Description
OpenClaw before 2026.5.12 contains a bootstrap token replay vulnerability allowing callers with pending token access to reuse tokens with broader requested scopes. Attackers can replay bootstrap tokens before approval to escalate pairing authority beyond intended scope limits.
Published: 2026-06-16
Score: 2.3 Low
EPSS: < 1% Very Low
KEV: No
Impact: n/a
Action: n/a
AI Analysis

Impact

OpenClaw versions prior to 2026.5.12 suffer a bootstrap token replay flaw. A caller that owns a pending bootstrap token can replay the same token with a different, broader scope before the server approves it. This allows the attacker to gain pairing authority that exceeds the limits originally intended for that token, effectively elevating privileges. The vulnerability is mapped to credential management and replay weaknesses (CWE‑266 and CWE‑345).

Affected Systems

The affected product is OpenClaw, open‑source platform for secure pairing, in all releases before 2026.5.12. No other version or build information is supplied beyond the stated cutoff.

Risk and Exploitability

The flaw carries a CVSS score of 2.3, classifying it as low severity, and its EPSS score is under 1 %, indicating a very low likelihood of exploitation. It is not listed in the CISA KEV catalog. Exploitation requires possession of a pending bootstrap token; the attacker can replay that token before approval to widen the requested scope. The attack vector appears to be internal or local to the system that issues bootstrap tokens, as the advisory does not describe remote access requirements. Because the exploit relies on manipulating token data, it is likely limited to parties with access to the token issuance or transmission process.

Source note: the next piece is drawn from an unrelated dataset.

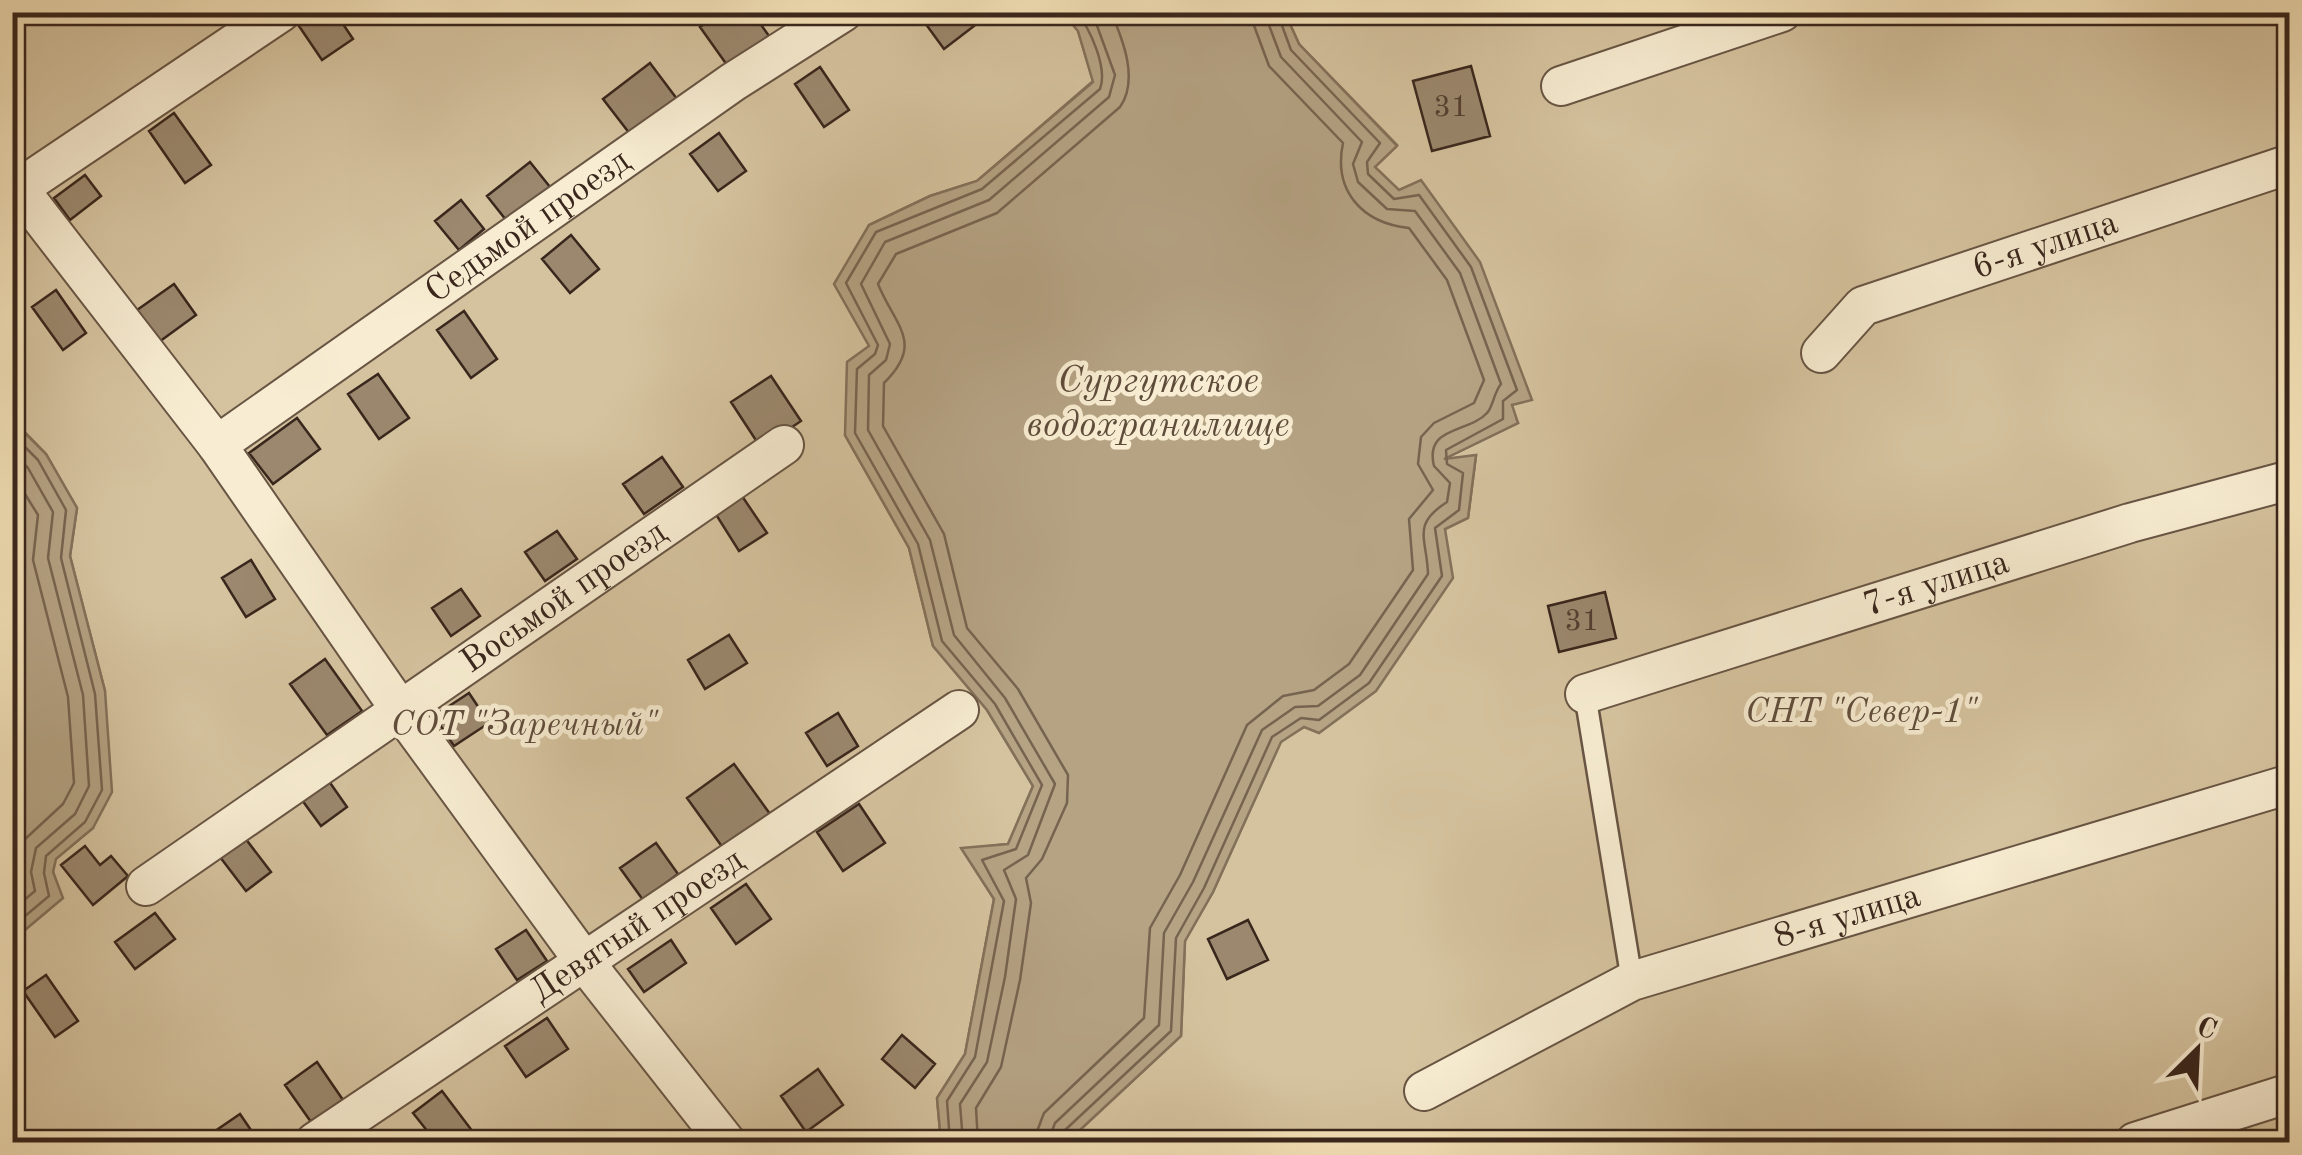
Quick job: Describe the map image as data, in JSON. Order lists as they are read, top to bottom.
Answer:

Generated by OpenCVE AI on June 17, 2026 at 19:22 UTC.

Remediation

No vendor fix or workaround currently provided.

OpenCVE Recommended Actions

  • Upgrade OpenClaw to version 2026.5.12 or newer.
  • Ensure that any pending bootstrap tokens cannot be replayed with expanded scopes; modify the token validation logic to reject such attempts.
  • If upgrading is not immediately possible, monitor token activity and enforce that bootstrap tokens are only accepted after explicit approval.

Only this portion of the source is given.